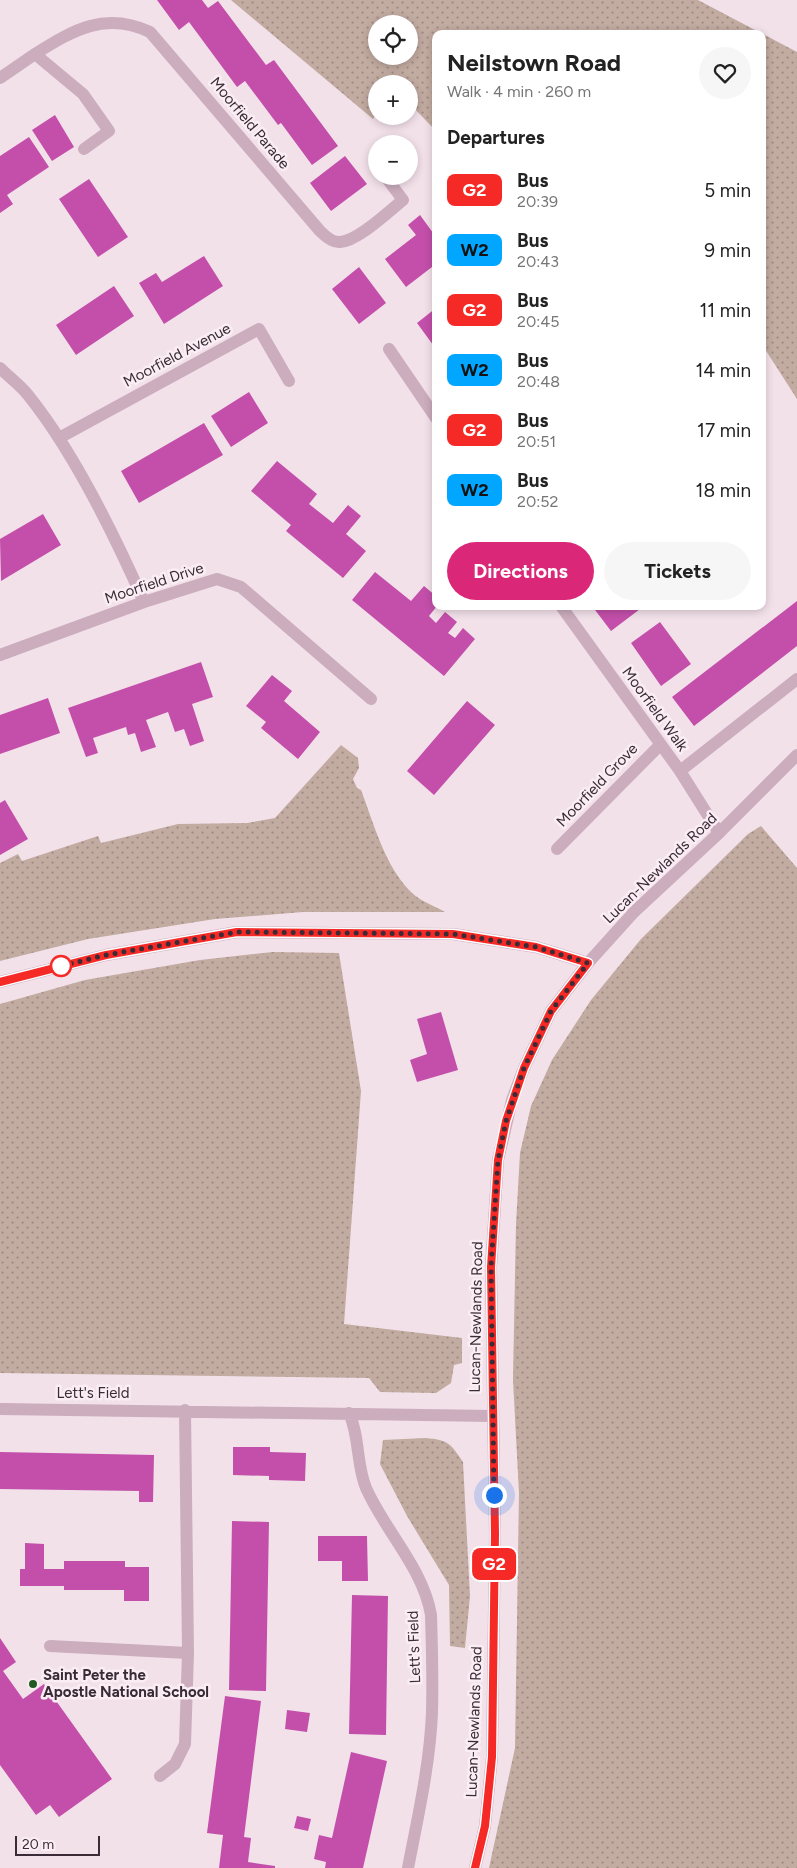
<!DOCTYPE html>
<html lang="en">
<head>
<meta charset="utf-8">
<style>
  body { margin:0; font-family:Figtree,sans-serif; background:#f6f6f6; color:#222; height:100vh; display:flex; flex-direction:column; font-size:19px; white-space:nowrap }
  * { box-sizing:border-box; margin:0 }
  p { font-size:16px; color:#767676 }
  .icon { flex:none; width:28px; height:28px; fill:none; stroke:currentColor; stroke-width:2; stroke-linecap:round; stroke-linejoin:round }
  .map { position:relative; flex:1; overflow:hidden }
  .drawer { position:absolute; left:432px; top:30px; width:334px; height:580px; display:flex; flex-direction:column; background:#fff; border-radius:10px; box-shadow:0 2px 8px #0003 }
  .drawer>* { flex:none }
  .badge { padding:0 10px; border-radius:8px; font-size:18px; line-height:32px }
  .fabs { position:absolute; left:368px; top:15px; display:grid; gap:10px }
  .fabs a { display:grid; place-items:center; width:50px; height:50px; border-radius:50%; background:#fff; box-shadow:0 2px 8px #0003; font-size:25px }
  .scale { position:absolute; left:15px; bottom:12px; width:85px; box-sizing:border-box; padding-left:5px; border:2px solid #3a2b36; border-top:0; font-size:14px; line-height:18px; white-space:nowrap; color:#3a2b36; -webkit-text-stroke:4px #faeef4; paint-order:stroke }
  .you { position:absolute; width:25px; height:25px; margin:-12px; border:4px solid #fff; border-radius:50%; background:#1a73e8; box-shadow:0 0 0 8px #1a73e833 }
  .map>.badge { position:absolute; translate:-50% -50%; box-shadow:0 0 0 2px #fff }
  h2 { padding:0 15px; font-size:19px; line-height:45px }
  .round { display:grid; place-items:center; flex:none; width:52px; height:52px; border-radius:26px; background:#f6f6f6 }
  .headline { display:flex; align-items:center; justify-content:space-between; height:85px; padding:0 15px }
  h1 { font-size:24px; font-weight:700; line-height:38px }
  .button { display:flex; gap:10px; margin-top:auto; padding:10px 15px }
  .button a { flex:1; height:58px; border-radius:30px; background:#db2777; color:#fff; font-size:20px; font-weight:700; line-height:58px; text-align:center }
  .button a+a { background:#f6f6f6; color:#222 }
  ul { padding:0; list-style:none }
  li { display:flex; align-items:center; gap:15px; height:60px; padding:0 15px }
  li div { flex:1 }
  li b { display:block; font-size:19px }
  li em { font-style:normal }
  li .badge { min-width:55px; font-weight:700; text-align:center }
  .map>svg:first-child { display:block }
  .grass { fill:url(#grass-dots); fill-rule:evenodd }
  .building { fill:#c34faa }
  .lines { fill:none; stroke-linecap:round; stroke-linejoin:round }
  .minor { stroke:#cbadbe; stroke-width:12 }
  .tertiary { stroke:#cbadbe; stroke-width:12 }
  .line-casing { stroke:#fff; stroke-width:11 }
  .line { stroke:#f52a26; stroke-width:8 }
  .walk { stroke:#3a2b36; stroke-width:5; stroke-dasharray:0 9 }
  .stop-dot { fill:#fff; stroke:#f52a26; stroke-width:2.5 }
  .poi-dot { fill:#215b23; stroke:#faeef4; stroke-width:2 }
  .labels { text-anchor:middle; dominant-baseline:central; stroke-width:5; stroke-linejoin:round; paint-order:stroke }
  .street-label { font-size:15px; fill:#3a2b36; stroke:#faeef4 }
  .poi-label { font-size:15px; font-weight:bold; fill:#3a2b36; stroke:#faeef4; text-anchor:start }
</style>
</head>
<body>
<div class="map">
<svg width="797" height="1868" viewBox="0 0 797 1868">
  <defs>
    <pattern id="grass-dots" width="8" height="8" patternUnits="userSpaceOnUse" patternTransform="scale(1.25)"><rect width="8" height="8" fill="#c2aba1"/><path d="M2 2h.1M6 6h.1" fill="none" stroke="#9f8b84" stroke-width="1.8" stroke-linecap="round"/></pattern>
  </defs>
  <rect width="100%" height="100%" fill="#f3e1ea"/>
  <path class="grass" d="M231,0H698L797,52V399L763,346L762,34H436V131L409,103V84H376V115L373,119ZM376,24H409V56H376Z
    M341,745L358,758L359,768L353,779L357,788L361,790C374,824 385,867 412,893C420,901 435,906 445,912H303L215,919L88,939L0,961V863L18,854L22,861L98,836L101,843L178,824L247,823L275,818Z
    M761,826L797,868V1868H489L515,1748L519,1493L513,1380L516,1224L520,1153L531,1106L552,1060L591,1000L641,939L748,834Z
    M273,952L339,953L361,1091L344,1324L462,1338V1363L454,1365L451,1383L436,1393L380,1392L369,1378L0,1373V1004L85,980L200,960Z
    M425,1438C449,1440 450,1443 463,1462L470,1596L465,1648L450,1646L449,1585L407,1516L380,1464L383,1440Z"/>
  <path class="building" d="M157,0H202L208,8L218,1L266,65L274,60L338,146L312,165L281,123L278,125L245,81L237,87L189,22L179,30Z
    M55,115L74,147L52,161L32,130Z
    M29,137L49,167L7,195L13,204L0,213V156Z
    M345,156L367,184L331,211L310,183Z
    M89,179L128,237L98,257L59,199Z
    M420,215L436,237V273L432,267L406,287L385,259L416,235L408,225Z
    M204,256L223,286L164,324L139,283L156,273L162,282Z
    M359,267L386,303L359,324L332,289Z
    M114,286L134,316L76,355L56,325Z
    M436,308V349L417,323Z
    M249,392L268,423L231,447L211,416Z
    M204,423L223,455L139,503L121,471Z
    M277,461L317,494L309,504L333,523L348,505L361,516L346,534L366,551L343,578L286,531L291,525L251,491Z
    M43,514L61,545L1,581L0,539Z
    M375,572L411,601L424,586L436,596L437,606L429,616L436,623L445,612L457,622L448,633L455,638L463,628L475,639L444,676L352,600Z
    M797,601V646L694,726L672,697Z
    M592,606H644L611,631Z
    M660,622L691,664L661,686L631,643Z
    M201,662L213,697L192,704L204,741L190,746L184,729L175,732L168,712L146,720L156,747L141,752L135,733L128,735L126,727L93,738L98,753L86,757L68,708Z
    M272,675L292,691L284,701L320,732L298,759L261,728L266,722L246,706Z
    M48,698L60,733L0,754V715Z
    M467,701L495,725L434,795L407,771Z
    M5,800L28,839L0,855V803Z
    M441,1012L458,1070L417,1082L410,1060L427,1054L417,1019Z
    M233,1447H270V1452L306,1453L305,1481L269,1480V1476L233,1475Z
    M0,1452L154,1455L153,1502H139V1491L0,1489Z
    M232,1521L269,1522L266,1691L229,1690Z
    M318,1536H367L368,1581H342V1561H318Z
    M25,1543L44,1544V1569H64V1561H125V1567H149V1601H124V1590H64V1586H20V1569H25Z
    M352,1595L388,1596L386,1735L349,1734Z
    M0,1638L16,1662L3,1671L23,1699L44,1684L112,1779L59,1817L50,1805L36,1815L0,1765Z
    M225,1696L261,1701L244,1837L251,1838L248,1862L275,1866V1868H219L223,1835L207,1833Z
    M287,1710L310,1713L307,1732L285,1729Z
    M351,1752L387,1761L368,1846L363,1868H325L326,1862L314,1859L319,1835L332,1838Z
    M297,1816L311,1819L308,1831L294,1828Z"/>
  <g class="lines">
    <path class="minor" d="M35,54C73,30 105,11 150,32L320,231C325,236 333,243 340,242C358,241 389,211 403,200L385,176
      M0,78L35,54L83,94L109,131L84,149
      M389,349L436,418
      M0,368C9,377 20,385 28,395C74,452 114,534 144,602
      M59,438L259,329L289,381
      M561,606L680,771L719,833
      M0,655L144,602L217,579L241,587L371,699
      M680,771L797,679
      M557,849L660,745
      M0,1409L492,1416
      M349,1413C360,1437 356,1464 366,1488C385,1531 423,1568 431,1615C432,1647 433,1679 432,1712C430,1764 418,1816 408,1868
      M50,1646L188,1653
      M160,1776L175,1764L185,1744L188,1653L185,1410"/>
    <path class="tertiary" d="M0,982L106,955L237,932L453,934L536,947L588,963
      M475,1868L485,1826L492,1757L495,1534L491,1267L498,1160L512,1100L524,1068L551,1011L588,963L634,912L719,833L797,755"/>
  </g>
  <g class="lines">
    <g class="line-casing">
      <path id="line" d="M0,982L106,955L237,932L453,934L536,947L588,963L551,1011L524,1068L506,1121L498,1160L491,1267L495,1534L492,1757L485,1826L475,1868"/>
    </g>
    <use href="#line" class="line"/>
    <path class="walk" d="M61,966L53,968L106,955L237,932L453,934L536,947L588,963L551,1011L524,1068L506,1121L498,1160L491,1267L494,1495"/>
  </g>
  <circle class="stop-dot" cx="61" cy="966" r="10"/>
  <circle class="poi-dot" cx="33" cy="1684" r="5"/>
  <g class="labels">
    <g class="street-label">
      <text transform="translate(250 123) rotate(50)">Moorfield Parade</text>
      <text transform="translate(177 355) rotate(-28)">Moorfield Avenue</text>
      <text transform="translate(154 583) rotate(-18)">Moorfield Drive</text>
      <text transform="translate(655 709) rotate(54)">Moorfield Walk</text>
      <text transform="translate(597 785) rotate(-46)">Moorfield Grove</text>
      <text transform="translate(660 868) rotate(-44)">Lucan-Newlands Road</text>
      <text transform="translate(476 1317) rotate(-89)">Lucan-Newlands Road</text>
      <text x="93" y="1393">Lett's Field</text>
      <text transform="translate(414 1647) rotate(-92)">Lett's Field</text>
      <text transform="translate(474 1722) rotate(-88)">Lucan-Newlands Road</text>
    </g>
    <g class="poi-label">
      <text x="43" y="1675">Saint Peter the<tspan x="43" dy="17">Apostle National School</tspan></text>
    </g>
  </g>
</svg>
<div class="fabs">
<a><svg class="icon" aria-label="locate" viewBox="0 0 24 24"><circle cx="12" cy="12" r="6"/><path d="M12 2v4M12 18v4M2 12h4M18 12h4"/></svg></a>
<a>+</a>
<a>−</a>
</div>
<div class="scale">20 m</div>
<div class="you" style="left:494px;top:1495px"></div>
<b class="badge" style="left:494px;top:1564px;background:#f52a26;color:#fff">G2</b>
<section class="drawer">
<div class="headline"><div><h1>Neilstown Road</h1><p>Walk · 4 min · 260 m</p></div><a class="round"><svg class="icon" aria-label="heart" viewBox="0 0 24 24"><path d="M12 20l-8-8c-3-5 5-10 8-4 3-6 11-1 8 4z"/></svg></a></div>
<h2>Departures</h2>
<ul>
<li><span class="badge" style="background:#f52a26;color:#fff">G2</span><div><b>Bus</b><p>20:39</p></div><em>5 min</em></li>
<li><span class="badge" style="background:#00a6ff;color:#111">W2</span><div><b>Bus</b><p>20:43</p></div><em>9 min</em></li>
<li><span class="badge" style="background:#f52a26;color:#fff">G2</span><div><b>Bus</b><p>20:45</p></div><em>11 min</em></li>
<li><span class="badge" style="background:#00a6ff;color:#111">W2</span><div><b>Bus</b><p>20:48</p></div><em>14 min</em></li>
<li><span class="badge" style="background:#f52a26;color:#fff">G2</span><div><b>Bus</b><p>20:51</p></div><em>17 min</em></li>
<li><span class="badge" style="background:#00a6ff;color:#111">W2</span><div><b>Bus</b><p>20:52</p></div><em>18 min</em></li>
</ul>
<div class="button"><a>Directions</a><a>Tickets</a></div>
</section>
</div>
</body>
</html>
________
■ **Task to complete**
Your task is to copy every line in the entries that holds the string "labels".

■ **Solution to this problem**
  .labels { text-anchor:middle; dominant-baseline:central; stroke-width:5; stroke-linejoin:round; paint-order:stroke }
  <g class="labels">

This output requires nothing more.